Phyllis Bigelow is 90 years old, but she can dance up a storm. She had a stroke in November that hinders her speech slightly, but when you've been dancing for 80 years, the steps come subconsciously. It sure seemed that way.

Bigelow helps her daughter and granddaughter teach ballroom and other forms of dancing on Wednesday nights at Hutchins Street Square in Lodi.

"Look how young she looks," said Lodi resident Patricia Brakke, a student in the class at Hutchins. "It keeps her young." First of all, Bigelow arrived at Hutchins Street Square on Wednesday night wearing an exquisitely formal black dress, earrings, dark nylons and high heels.

That's right — a 90-year-old in high heels. She's very prim and proper that way.

Though daughter Hope Nemie, 51, and granddaughter Gianna Nemie, 17, do the bulk of the instruction, Bigelow will jump up to the dance floor and help a student, especially if she sees a flaw in their style.

She also makes sure that everyone sits and stands with perfect posture. Their shoulders must be erect. She'll get on her children and grandchildren if they don't show perfect posture, and the students at Hutchins know better, too.

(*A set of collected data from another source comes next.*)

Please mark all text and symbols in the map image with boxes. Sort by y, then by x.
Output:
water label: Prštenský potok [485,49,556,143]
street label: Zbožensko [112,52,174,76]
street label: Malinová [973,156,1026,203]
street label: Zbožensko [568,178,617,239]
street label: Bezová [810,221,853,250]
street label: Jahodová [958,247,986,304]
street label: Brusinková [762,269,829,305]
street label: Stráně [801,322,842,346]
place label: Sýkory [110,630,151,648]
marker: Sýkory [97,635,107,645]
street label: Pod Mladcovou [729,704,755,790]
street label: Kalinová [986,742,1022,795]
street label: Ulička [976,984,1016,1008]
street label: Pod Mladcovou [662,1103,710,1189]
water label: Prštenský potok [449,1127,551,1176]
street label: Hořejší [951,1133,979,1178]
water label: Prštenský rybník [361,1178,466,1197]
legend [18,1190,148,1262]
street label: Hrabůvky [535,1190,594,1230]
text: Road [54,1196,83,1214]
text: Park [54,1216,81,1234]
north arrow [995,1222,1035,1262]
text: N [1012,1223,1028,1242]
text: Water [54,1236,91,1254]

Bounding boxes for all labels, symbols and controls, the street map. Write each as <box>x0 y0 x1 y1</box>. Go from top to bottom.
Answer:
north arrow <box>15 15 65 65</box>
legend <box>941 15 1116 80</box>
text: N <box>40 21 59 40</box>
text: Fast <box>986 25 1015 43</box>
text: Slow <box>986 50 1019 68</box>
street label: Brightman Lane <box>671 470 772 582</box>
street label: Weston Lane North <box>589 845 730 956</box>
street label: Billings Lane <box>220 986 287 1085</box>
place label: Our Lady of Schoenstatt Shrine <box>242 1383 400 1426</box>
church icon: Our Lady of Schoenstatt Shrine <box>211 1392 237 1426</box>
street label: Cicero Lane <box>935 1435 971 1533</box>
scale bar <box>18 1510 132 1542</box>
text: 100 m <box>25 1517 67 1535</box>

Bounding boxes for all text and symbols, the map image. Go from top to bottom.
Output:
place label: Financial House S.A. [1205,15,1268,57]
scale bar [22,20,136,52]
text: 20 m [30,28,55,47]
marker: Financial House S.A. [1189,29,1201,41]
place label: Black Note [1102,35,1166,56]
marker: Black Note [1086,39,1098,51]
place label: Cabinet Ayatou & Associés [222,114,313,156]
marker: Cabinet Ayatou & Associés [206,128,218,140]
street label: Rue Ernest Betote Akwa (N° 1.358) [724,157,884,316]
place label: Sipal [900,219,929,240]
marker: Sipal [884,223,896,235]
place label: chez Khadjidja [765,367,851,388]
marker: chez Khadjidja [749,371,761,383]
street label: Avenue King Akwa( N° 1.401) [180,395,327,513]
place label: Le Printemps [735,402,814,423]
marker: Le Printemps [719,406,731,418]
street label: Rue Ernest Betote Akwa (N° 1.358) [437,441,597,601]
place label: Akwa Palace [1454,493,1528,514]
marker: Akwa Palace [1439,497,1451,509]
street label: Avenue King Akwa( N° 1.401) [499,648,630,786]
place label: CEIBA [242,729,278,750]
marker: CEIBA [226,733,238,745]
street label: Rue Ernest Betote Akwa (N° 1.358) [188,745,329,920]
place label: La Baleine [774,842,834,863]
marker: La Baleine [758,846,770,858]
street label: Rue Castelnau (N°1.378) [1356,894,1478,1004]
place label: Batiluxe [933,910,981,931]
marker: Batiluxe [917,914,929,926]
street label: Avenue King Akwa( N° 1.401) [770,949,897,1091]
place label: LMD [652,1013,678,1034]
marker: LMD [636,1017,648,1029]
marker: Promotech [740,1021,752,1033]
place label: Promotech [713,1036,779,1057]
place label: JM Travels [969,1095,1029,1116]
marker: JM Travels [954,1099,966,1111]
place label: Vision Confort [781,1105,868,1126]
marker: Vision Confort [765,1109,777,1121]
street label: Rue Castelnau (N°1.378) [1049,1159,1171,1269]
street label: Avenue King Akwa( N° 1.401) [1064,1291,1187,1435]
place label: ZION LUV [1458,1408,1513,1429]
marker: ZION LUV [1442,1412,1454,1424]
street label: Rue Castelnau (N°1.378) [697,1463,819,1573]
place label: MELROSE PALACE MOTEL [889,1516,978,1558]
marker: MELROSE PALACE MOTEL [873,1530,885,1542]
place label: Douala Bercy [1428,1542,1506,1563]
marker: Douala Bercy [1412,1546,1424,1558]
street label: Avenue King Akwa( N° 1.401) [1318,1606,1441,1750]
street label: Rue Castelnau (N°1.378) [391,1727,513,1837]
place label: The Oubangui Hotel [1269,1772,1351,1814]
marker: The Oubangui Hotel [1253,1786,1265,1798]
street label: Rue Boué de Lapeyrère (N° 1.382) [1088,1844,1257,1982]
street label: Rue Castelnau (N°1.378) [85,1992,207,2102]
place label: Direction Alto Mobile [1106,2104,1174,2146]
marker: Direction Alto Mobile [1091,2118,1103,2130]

Bigelow practices what she preaches. She sits straight up — there is no curve in her back.

Bigelow got into the dancing bug through her father, a musician in his native Italy. As a child in the 1920s, Bigelow would sneak into her older sister's closet, put on her flapper costume and charge her neighbors in Hartford, Conn., a penny to learn the Charleston.

Bigelow's daughter, Hope Nemie, is now in charge of the classes, which cover the fox trot, swing and other traditional ballroom dances. Hope said she walked for the first time when she was 7 months old and danced "The Twist" at 9 months. That's because she observed her mother as an Arthur Murray dance teacher in Sacramento.

"She didn't get me a babysitter," Nemie said. "She took me to the studio."

Nemie has only taught at Hutchins for one year, but the 12-year Lodi resident taught dancing for 23 years for the Stockton Parks and Recreation Department. She still teaches at Stockton Ballet School.

"We teach technique and the 'why' and 'how' of dance," Nemie said.

Perhaps Nemie's claim to fame came in 1986, when her "Classy Country Dancers" performed at the World's Fair in Vancouver.

The threesome also teach in Vacaville, where Bigelow lives, and at nearby Travis Air Force Base.

Nemie's daughter, Gianna, a senior at Lodi High, doesn't miss a step on the dance floor, either. She admires Fred Astaire's ability to mix acting and dancing.

"If he can do it, so can I," Gianna Nemie said.

The youngest of the three generations of dance teachers wants to be a dancer and actress, but she wants to maintain the skills to go back into teaching, if necessary to make a living.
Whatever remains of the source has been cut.